» **TASK BRIEF**:
Where a line of the records holds the string "Pratt", copy that line.

» **RECORDS**:
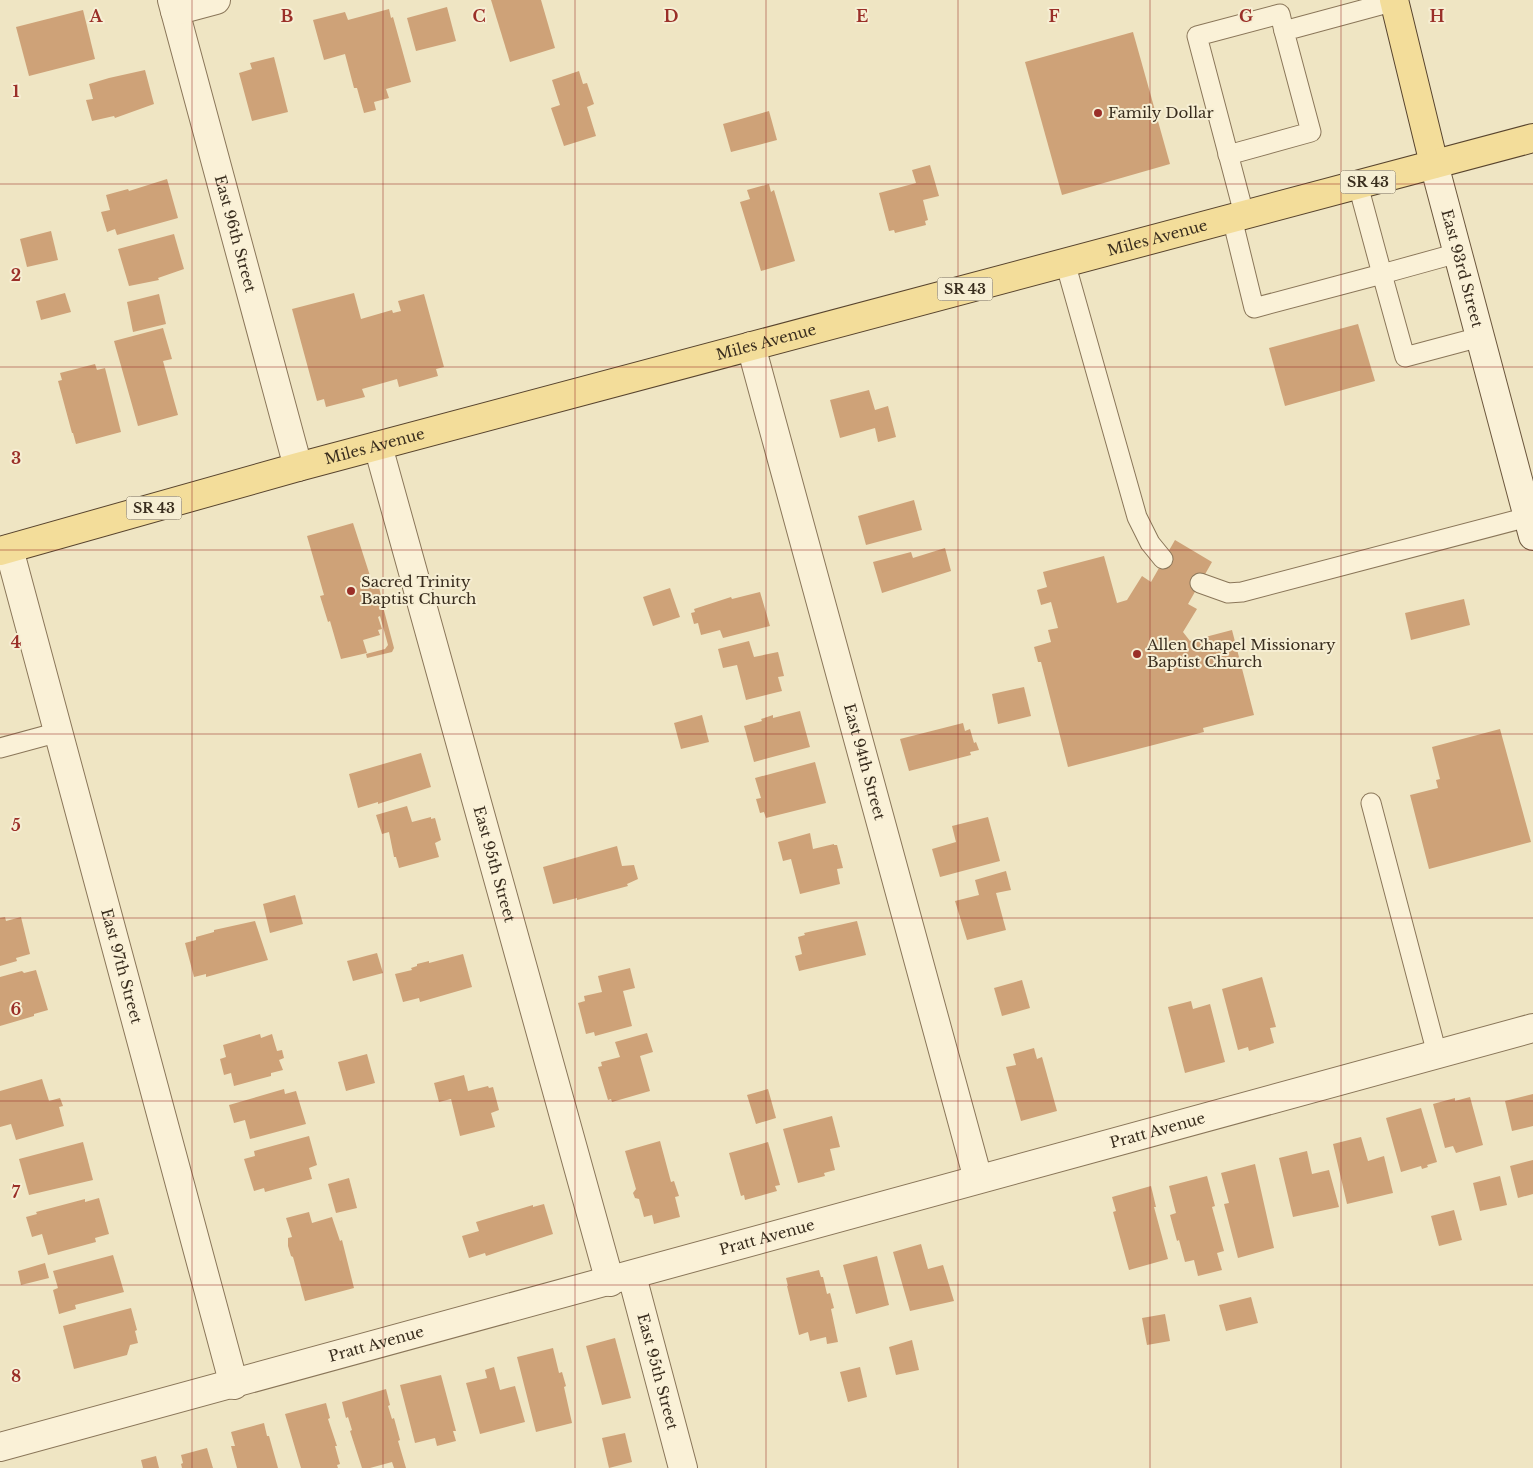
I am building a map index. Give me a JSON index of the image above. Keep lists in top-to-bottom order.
{
  "streets": {
    "main road": ["SR 43", "Miles Avenue", "East 93rd Street"],
    "street": [
      "East 96th Street",
      "East 94th Street",
      "East 95th Street",
      "East 97th Street",
      "Pratt Avenue"
    ]
  },
  "crossings": [
    ["East 96th Street", "Miles Avenue"],
    ["Miles Avenue", "East 93rd Street"],
    ["Miles Avenue", "East 94th Street"],
    ["Miles Avenue", "East 95th Street"],
    ["Miles Avenue", "East 97th Street"],
    ["East 94th Street", "Pratt Avenue"],
    ["East 95th Street", "Pratt Avenue"],
    ["East 97th Street", "Pratt Avenue"]
  ],
  "places": ["Family Dollar", "Sacred Trinity Baptist Church", "Allen Chapel Missionary Baptist Church"],
  "grid": {
    "columns": [
      "A",
      "B",
      "C",
      "D",
      "E",
      "F",
      "G",
      "H"
    ],
    "rows": [
      "1",
      "2",
      "3",
      "4",
      "5",
      "6",
      "7",
      "8"
    ]
  }
}
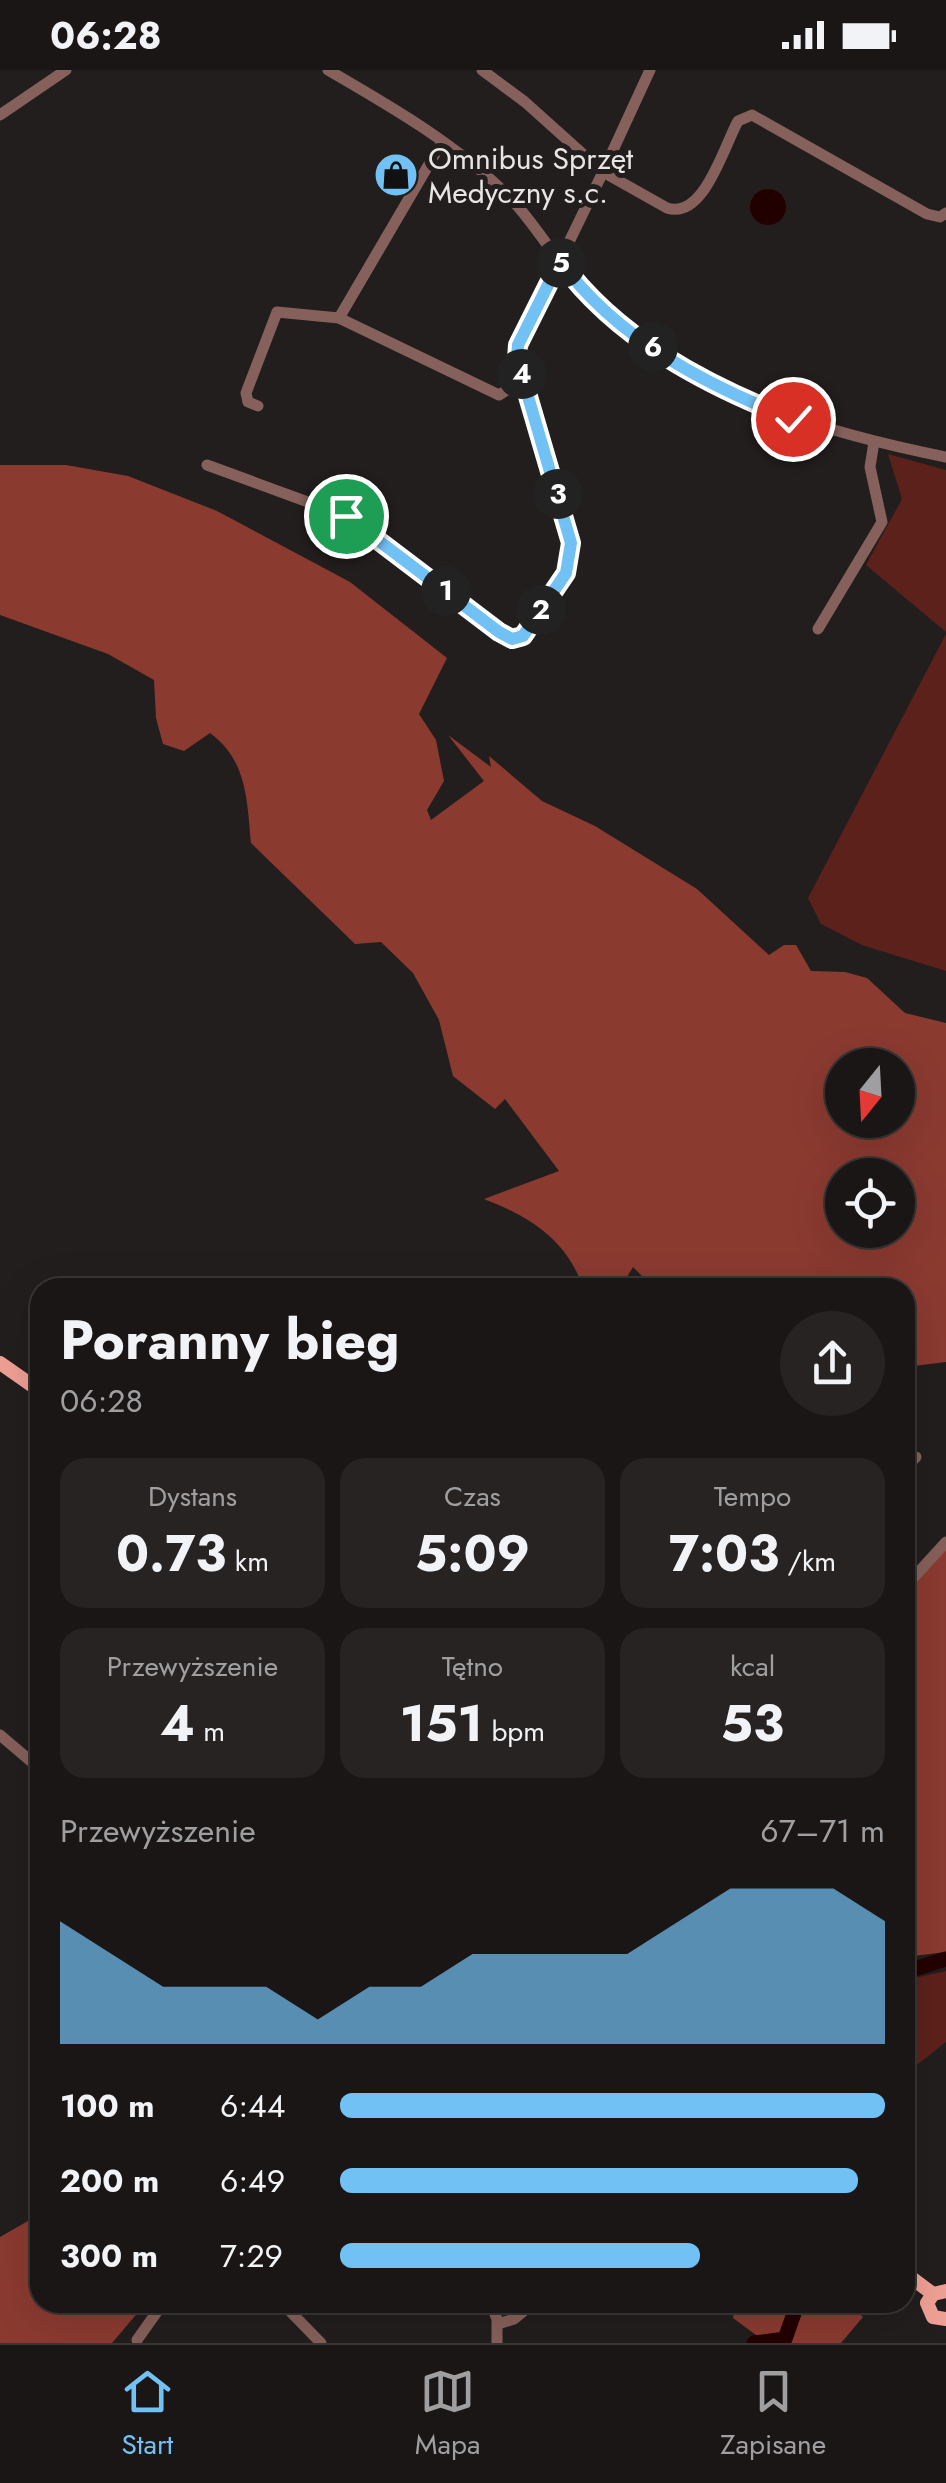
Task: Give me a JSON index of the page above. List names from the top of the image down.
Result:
{
  "places": {
    "shop": ["Omnibus Sprzęt Medyczny s.c."]
  },
  "north": "bottom",
  "page": {
    "status": "06:28",
    "pins": [
      "5",
      "6",
      "4",
      "3",
      "1",
      "2"
    ],
    "heading": ["Poranny bieg", "06:28"],
    "stats": [
      ["Dystans", "0.73 km"],
      ["Czas", "5:09"],
      ["Tempo", "7:03 /km"],
      ["Przewyższenie", "4 m"],
      ["Tętno", "151 bpm"],
      ["kcal", "53"]
    ],
    "chart": ["Przewyższenie", "67–71 m"],
    "list": [
      {
        "name": "100 m",
        "note": "6:44"
      },
      {
        "name": "200 m",
        "note": "6:49"
      },
      {
        "name": "300 m",
        "note": "7:29"
      }
    ],
    "tabs": ["Start", "Mapa", "Zapisane"]
  }
}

» **TASK ANSWER**:
      "Pratt Avenue"
    ["East 94th Street", "Pratt Avenue"],
    ["East 95th Street", "Pratt Avenue"],
    ["East 97th Street", "Pratt Avenue"]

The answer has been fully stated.